Civix Case Returns With a Bang

| February 4, 2010

Trial judges typically stay a patent case pending resolution of a reexamination, with the expectation that the reexamination will simplify the issues. That has not happened in Civix v. Hotels.Com and Yahoo!, from the Northern District of Illinois, which involves systems for remotely locating stores, hotels, etc.

It is true that Complainant Civix has now dropped two of the four patents asserted in its 2006 Complaint – U.S. Patent No. 6,408,307 now on appeal and U.S. Patent No. 6,473,692 where certain independent claims were canceled. Defendants Hotels.com and Yahoo!, however, have amended their pleadings to accuse Civix of various acts of inequitable conduct before the PTO. Defendants’ allegations echo the cyber-space kerfuffle touched off by the comments of Dennis Crouch and Ken Burchfiel in PatentlyO last week regarding the citation of 900+ references in U.S. Patent No. 7,651,688.

The two remaining patents – U.S. Patent Nos. 6,415,291 and 6,385,622Defendants say, are unenforceable because Civix committed a series of distinct claims of inequitable conduct:

• In 1998 third party NavTech attempted to provoke an interference with U.S. Patent No. 5,682,525 (the grand-parent of the ‘291 and ‘622 patents), asserting that it was the first inventor of the subject matter disclosed in the ‘525 patent.
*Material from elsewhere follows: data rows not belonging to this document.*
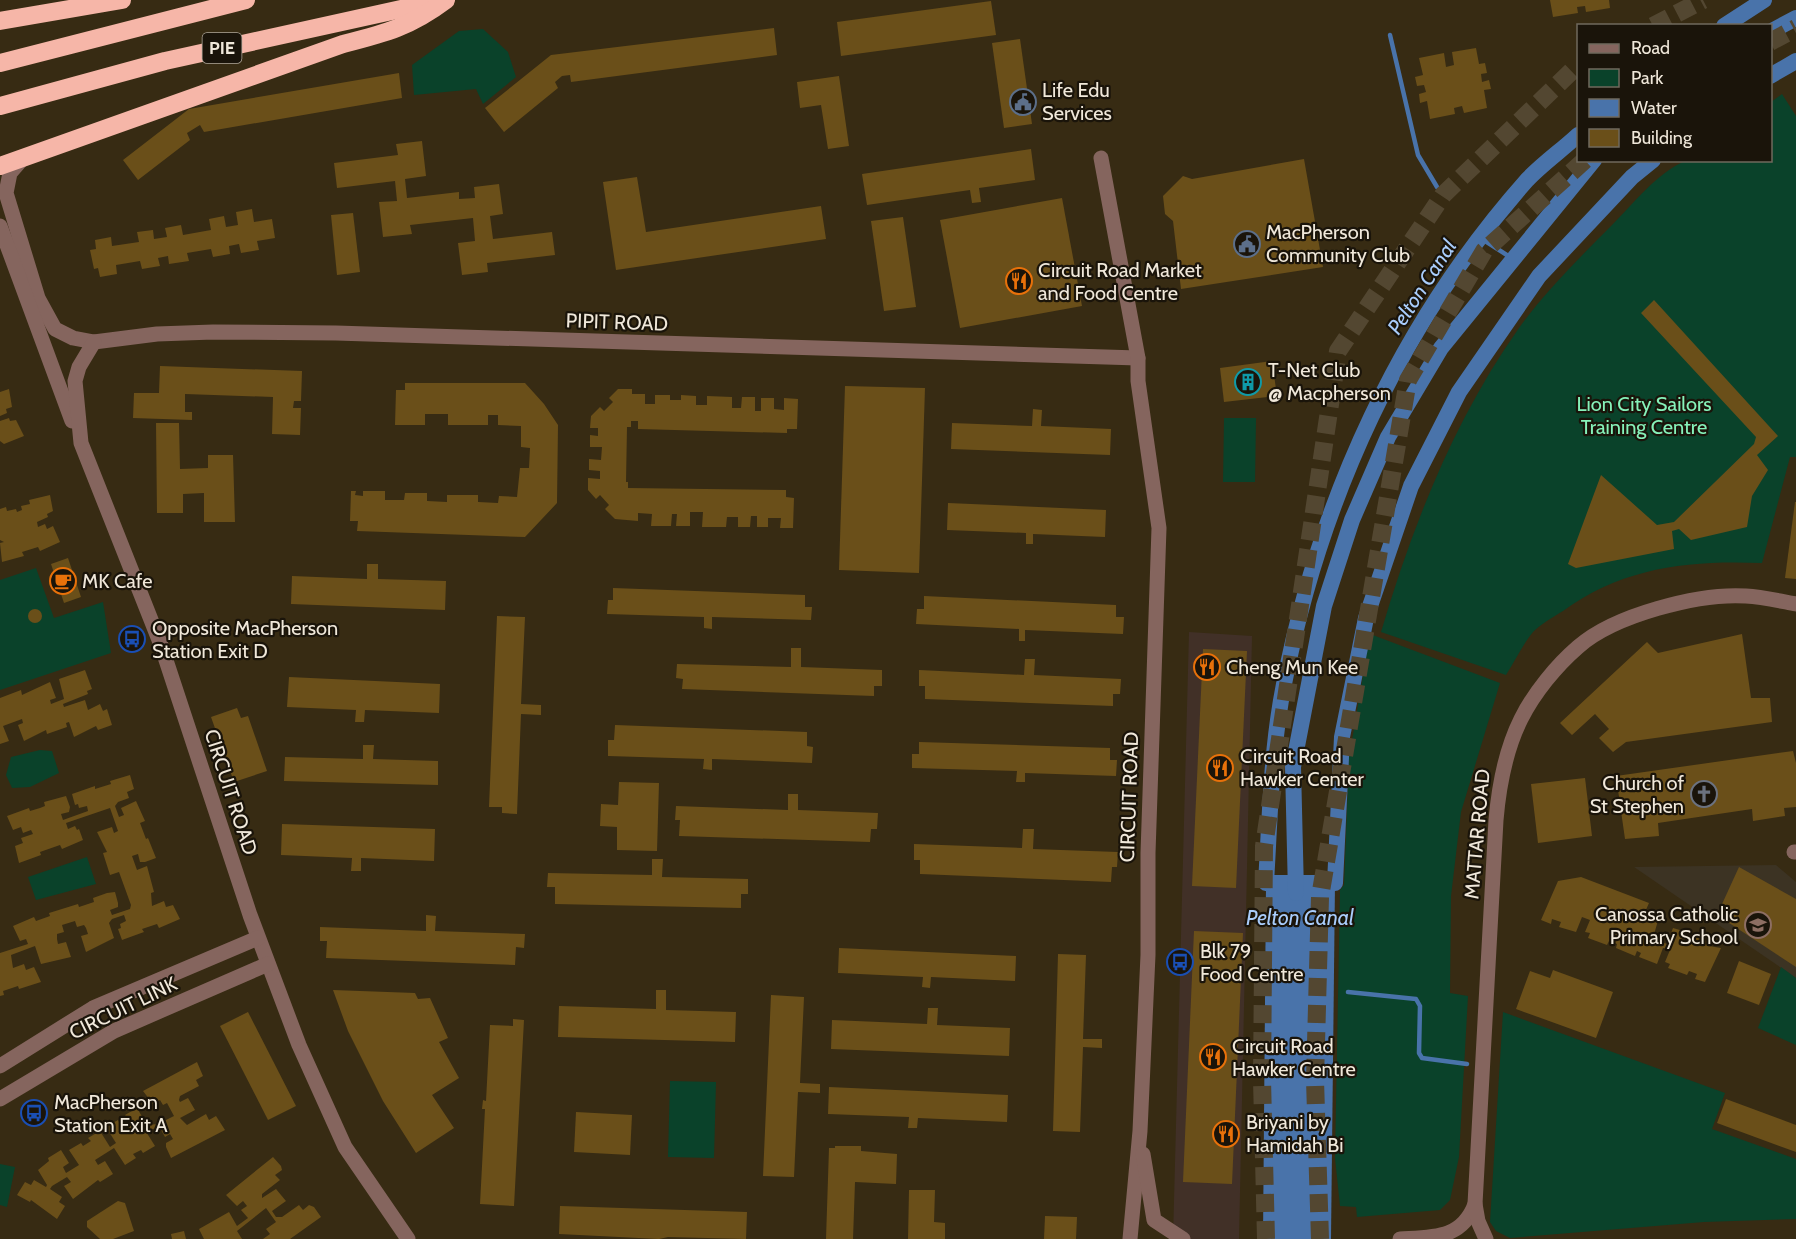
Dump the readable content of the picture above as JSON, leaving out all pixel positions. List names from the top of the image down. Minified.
{"streets":{"highway":["PIE"],"street":["PIPIT ROAD","CIRCUIT ROAD","MATTAR ROAD","CIRCUIT LINK"]},"crossings":[["PIPIT ROAD","CIRCUIT ROAD"],["CIRCUIT ROAD","CIRCUIT LINK"]],"water":["Pelton Canal"],"parks":["Lion City Sailors Training Centre"],"places":{"public building":["Life Edu Services","MacPherson Community Club"],"restaurant":["Circuit Road Market and Food Centre","Cheng Mun Kee","Circuit Road Hawker Center","Circuit Road Hawker Centre","Briyani by Hamidah Bi"],"building":["T-Net Club @ Macpherson"],"cafe":["MK Cafe"],"bus stop":["Opposite MacPherson Station Exit D","Blk 79 Food Centre","MacPherson Station Exit A"],"church":["Church of St Stephen"],"school or university":["Canossa Catholic Primary School"]},"legend":["Road","Park","Water","Building"]}
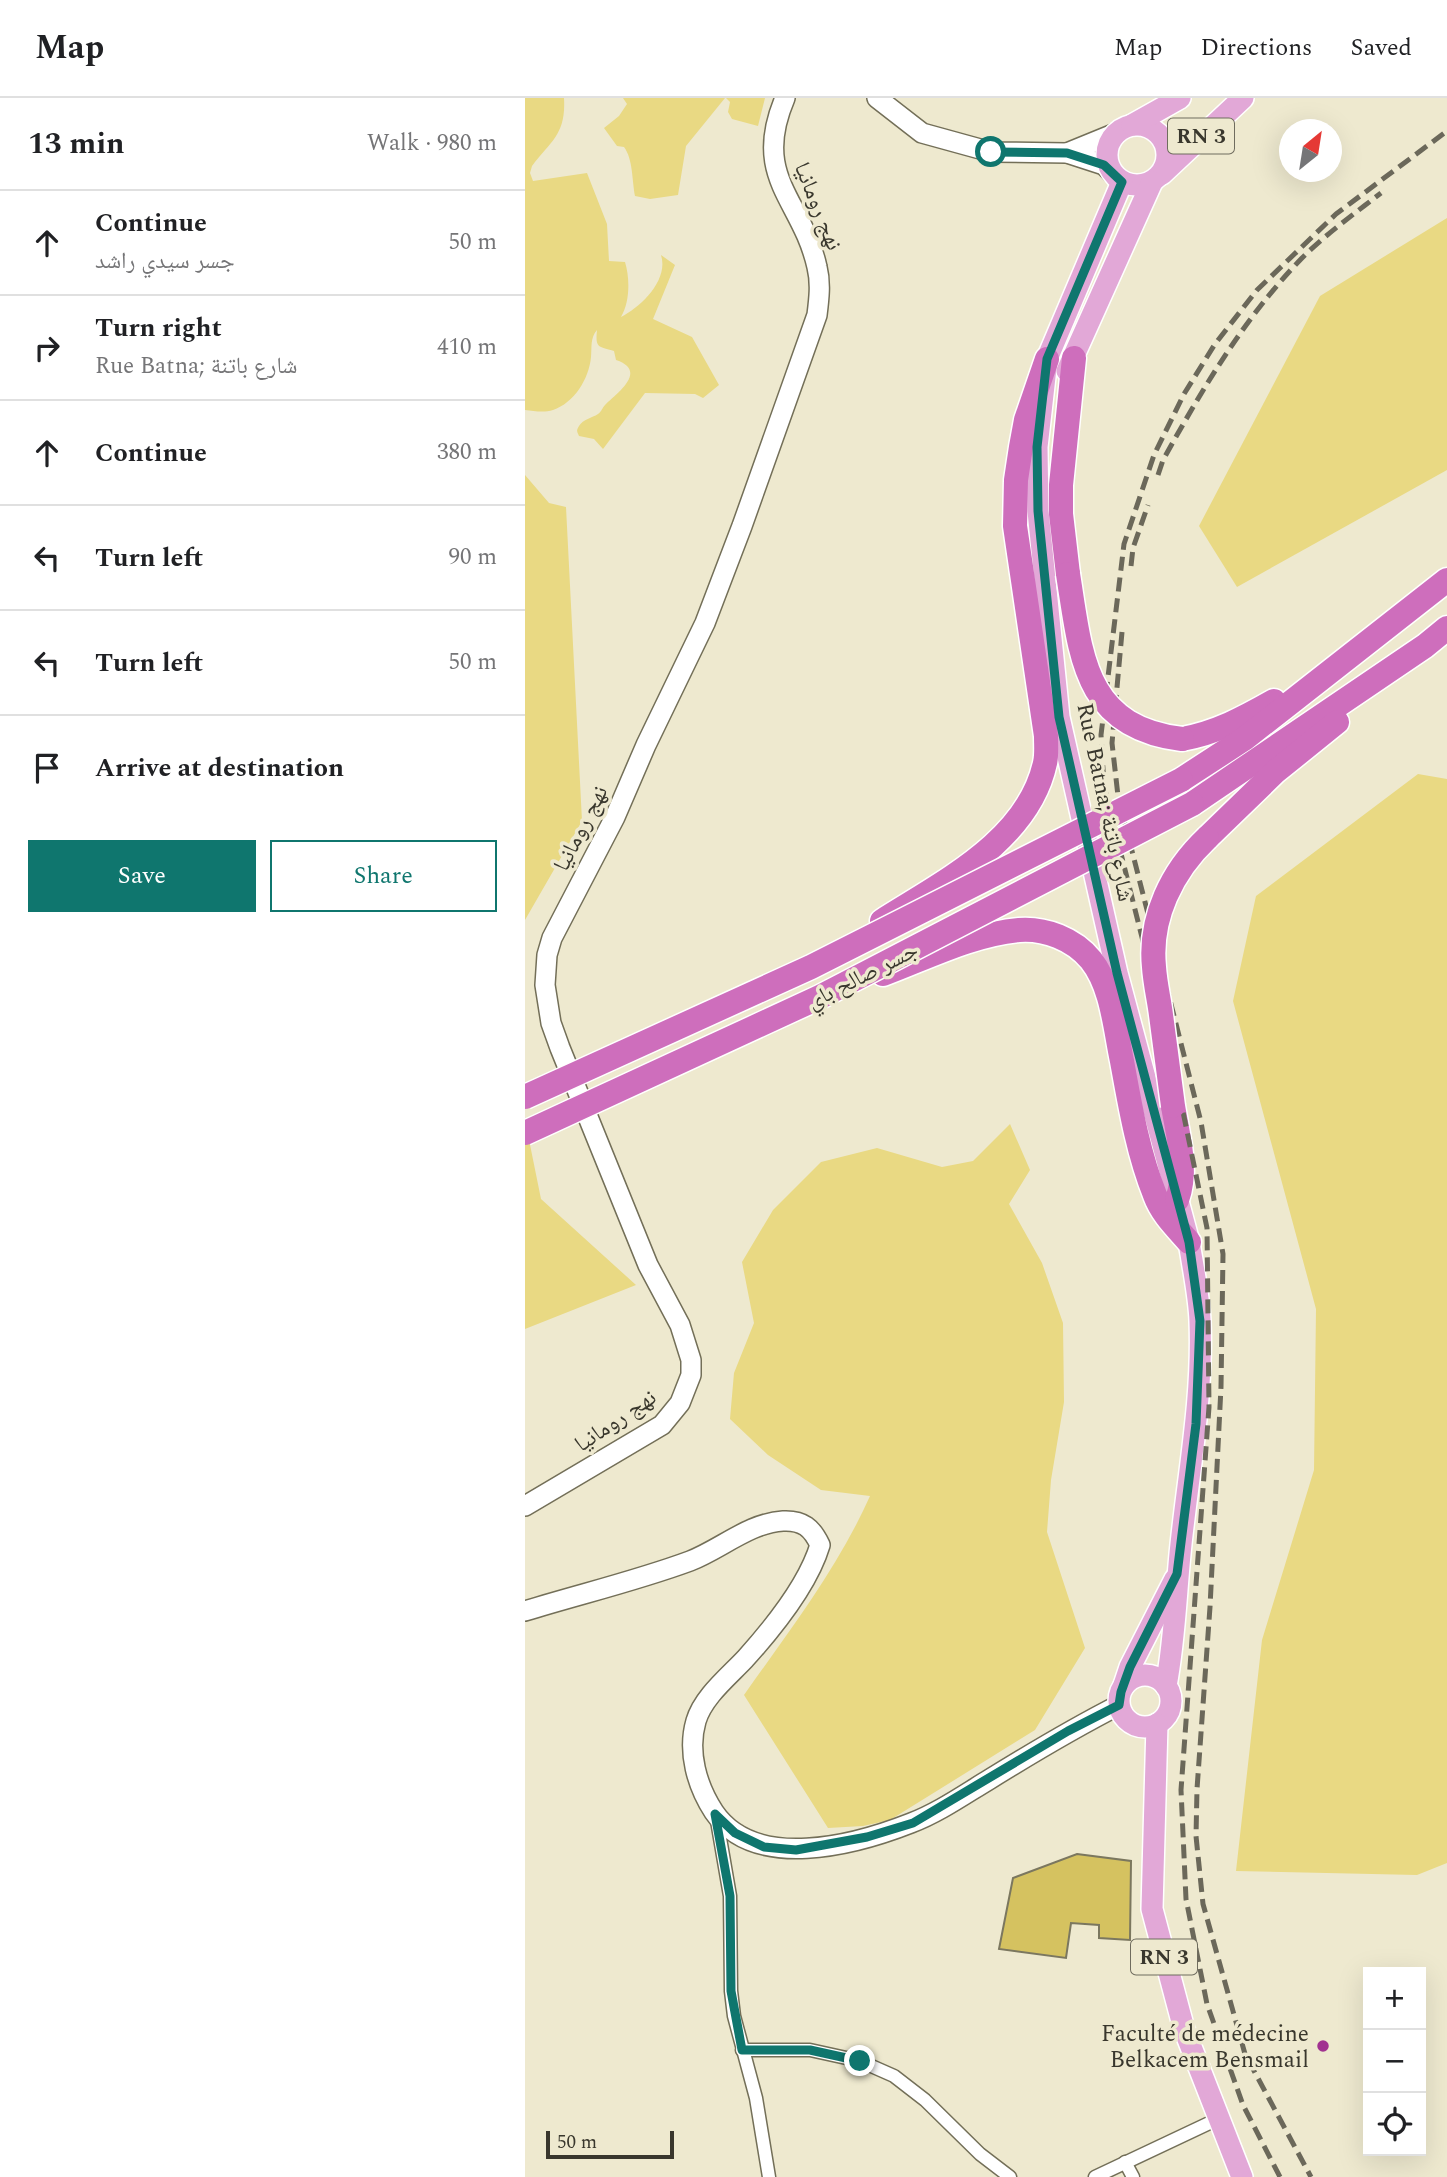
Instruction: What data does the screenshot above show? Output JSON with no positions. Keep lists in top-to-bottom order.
{
  "streets": {
    "highway": ["RN 3", "جسر صالح باي"],
    "main road": ["Rue Batna; شارع باتنة"],
    "street": ["نهج رومانيا"]
  },
  "crossings": [
    ["RN 3", "Rue Batna; شارع باتنة"]
  ],
  "places": ["Faculté de médecine Belkacem Bensmail"],
  "scale_bar": "50 m",
  "north": "top right",
  "page": {
    "header": "Map",
    "nav": ["Map", "Directions", "Saved"],
    "heading": ["13 min", "Walk · 980 m"],
    "list": [
      ["Continue", "جسر سيدي راشد", "50 m"],
      ["Turn right", "Rue Batna; شارع باتنة", "410 m"],
      ["Continue", "380 m"],
      ["Turn left", "90 m"],
      ["Turn left", "50 m"],
      "Arrive at destination"
    ],
    "buttons": ["Save", "Share"],
    "map_buttons": ["+", "−"],
    "scale": "50 m"
  }
}
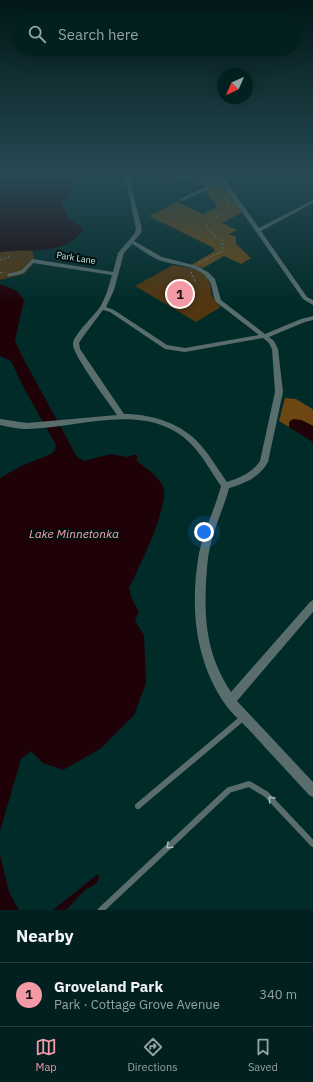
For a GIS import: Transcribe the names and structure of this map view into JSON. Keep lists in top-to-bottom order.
{
  "streets": {
    "street": ["Park Lane"]
  },
  "water": ["Lake Minnetonka"],
  "north": "bottom left",
  "page": {
    "search": "Search here",
    "pins": "1",
    "heading": "Nearby",
    "list": [
      {
        "mark": "1",
        "name": "Groveland Park",
        "note": "Park · Cottage Grove Avenue",
        "value": "340 m"
      }
    ],
    "nav": ["Map", "Directions", "Saved"]
  }
}
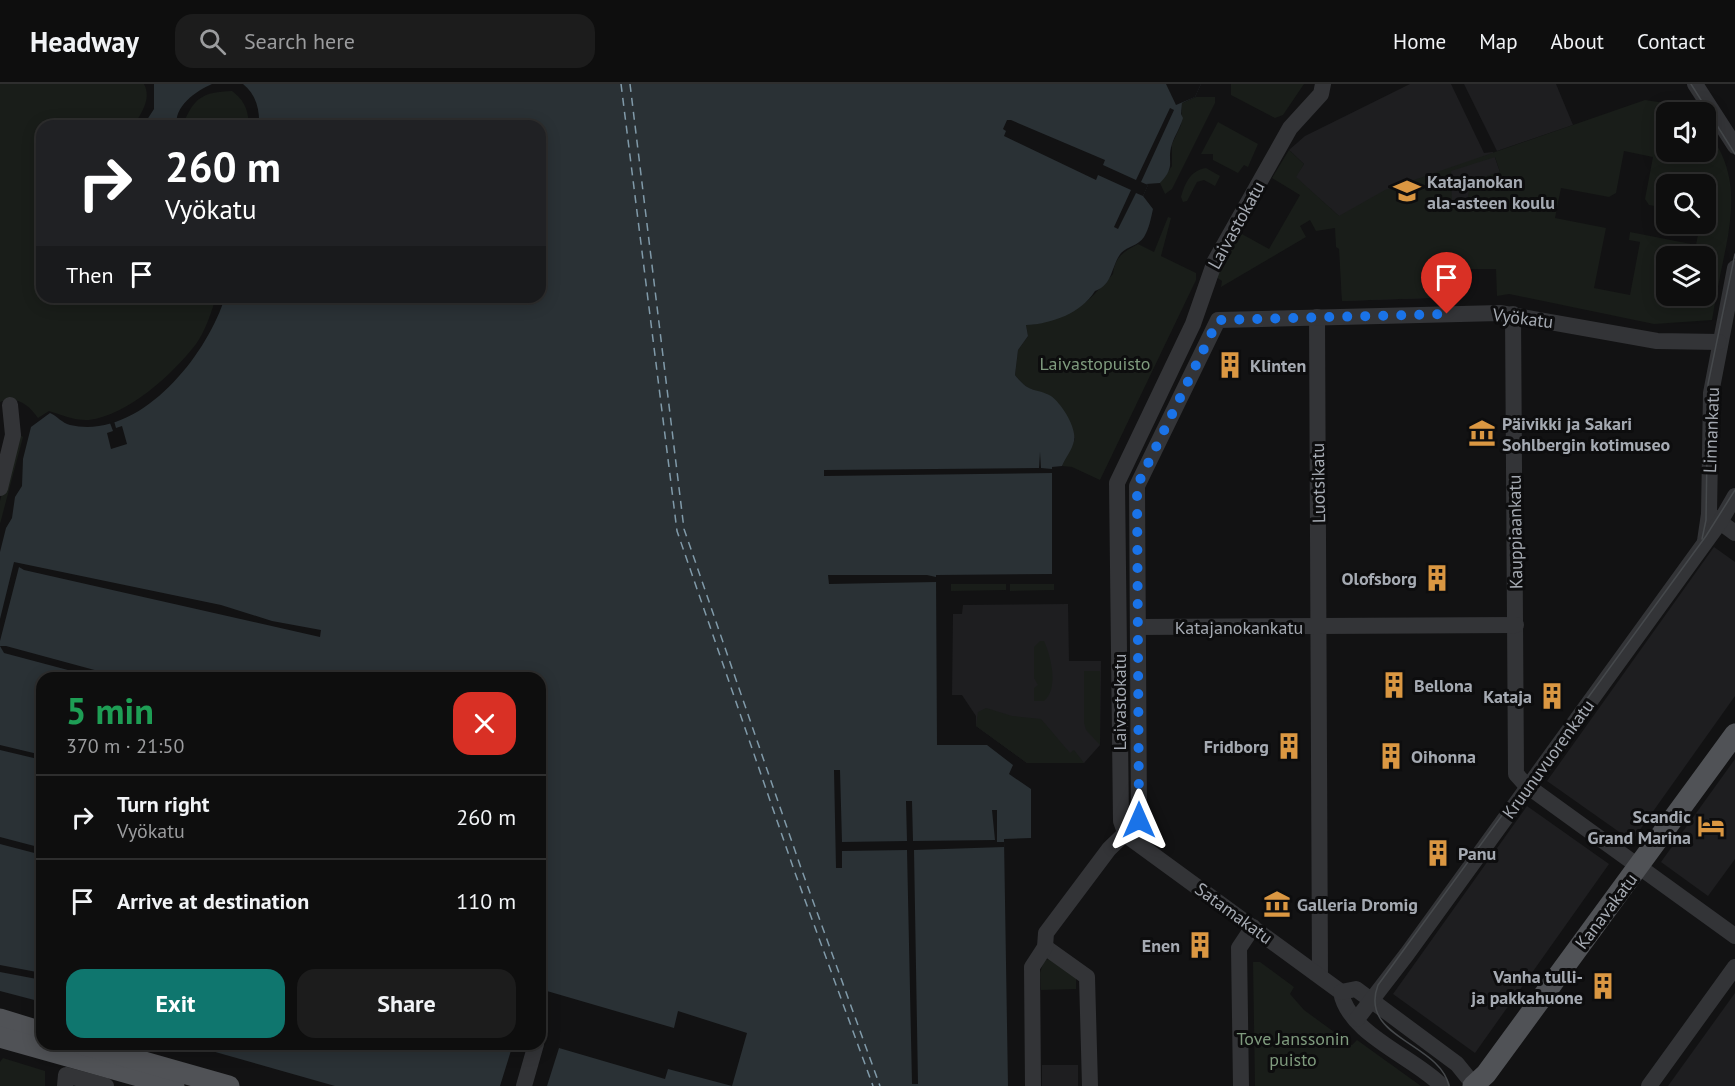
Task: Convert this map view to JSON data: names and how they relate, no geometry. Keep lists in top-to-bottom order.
{
  "streets": {
    "main road": ["Kanavakatu"],
    "street": [
      "Laivastokatu",
      "Vyökatu",
      "Linnankatu",
      "Luotsikatu",
      "Kauppiaankatu",
      "Katajanokankatu",
      "Kruunuvuorenkatu",
      "Satamakatu"
    ]
  },
  "crossings": [
    ["Laivastokatu", "Vyökatu"],
    ["Laivastokatu", "Katajanokankatu"],
    ["Laivastokatu", "Satamakatu"],
    ["Vyökatu", "Linnankatu"],
    ["Vyökatu", "Luotsikatu"],
    ["Vyökatu", "Kauppiaankatu"],
    ["Linnankatu", "Kruunuvuorenkatu"],
    ["Luotsikatu", "Katajanokankatu"],
    ["Luotsikatu", "Satamakatu"],
    ["Kauppiaankatu", "Katajanokankatu"],
    ["Kauppiaankatu", "Kruunuvuorenkatu"],
    ["Kruunuvuorenkatu", "Satamakatu"],
    ["Kanavakatu", "Satamakatu"]
  ],
  "parks": ["Laivastopuisto", "Tove Janssonin puisto"],
  "places": {
    "school or university": ["Katajanokan ala-asteen koulu"],
    "building": [
      "Klinten",
      "Olofsborg",
      "Bellona",
      "Kataja",
      "Fridborg",
      "Oihonna",
      "Panu",
      "Enen",
      "Vanha tulli- ja pakkahuone"
    ],
    "museum": ["Päivikki ja Sakari Sohlbergin kotimuseo", "Galleria Dromig"],
    "hotel": ["Scandic Grand Marina"]
  },
  "page": {
    "header": "Headway",
    "search": "Search here",
    "nav": [
      "Home",
      "Map",
      "About",
      "Contact"
    ],
    "turn": ["260 m", "Vyökatu"],
    "then": "Then",
    "heading": ["5 min", "370 m · 21:50"],
    "list": [
      {
        "name": "Turn right",
        "note": "Vyökatu",
        "value": "260 m"
      },
      {
        "name": "Arrive at destination",
        "value": "110 m"
      }
    ],
    "buttons": ["Exit", "Share"]
  }
}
The dispute was settled, with NavTech assigning its rights to Civix and giving Civix the documents purporting to establish NavTech’s prior conception and reduction to practice. Defendants allege that Civix intentionally failed to disclose the existence of this dispute or the relevant documents during the prosecution of the ‘291 and ‘622 patents.
• In an earlier law suit between Civix and Microsoft regarding the ‘525 patent, the court construed certain ‘525 claim terms that are also present in the ‘291 and ‘622 claims, and ordered summary judgment of non-infringement. Defendants allege that Civix intentionally failed to disclose this information in the ‘291 and ‘622 prosecutions.
• Microsoft filed a motion for summary judgment of invalidity based on three prior art references. Defendants allege that Civix “buried” the three Microsoft references among 598 references in an IDS in the parent ‘307 prosecution and the ‘291 prosecution, but did not file any IDS in the ‘622 prosecution – “instead of informing the Examiner which prior art was most relevant to the claimed invention, CIVIX chose to either bury the references or disclosed nothing at all with regards [sic] to the ‘622, ‘307 and ‘291 patents.”
• Yahoo! alleges that Civix misrepresented the disclosure of certain prior art references during the prosecution of the parent ‘307 patent.
• Defendants allege that in the reexaminations, Civix submitted a “swear-behind” declaration knowing that one of the declarants suffered memory loss and another declaration that was contradicted Civix’s litigation assertions.

Monday, Judge Amy St. Eve issued an order allowing Defendants to file amended pleadings making their inequitable conduct allegations. She did not state an opinion on the merits of those allegations, finding only that the Defendants’ charges were made with sufficient particularity under the “who, what, when, where, and how” standard in Exergen v. Wal-Mart.

Who knows whether the charges are true or false. The only certainty is the judicial process will resolve the dispute, rightly or wrongly.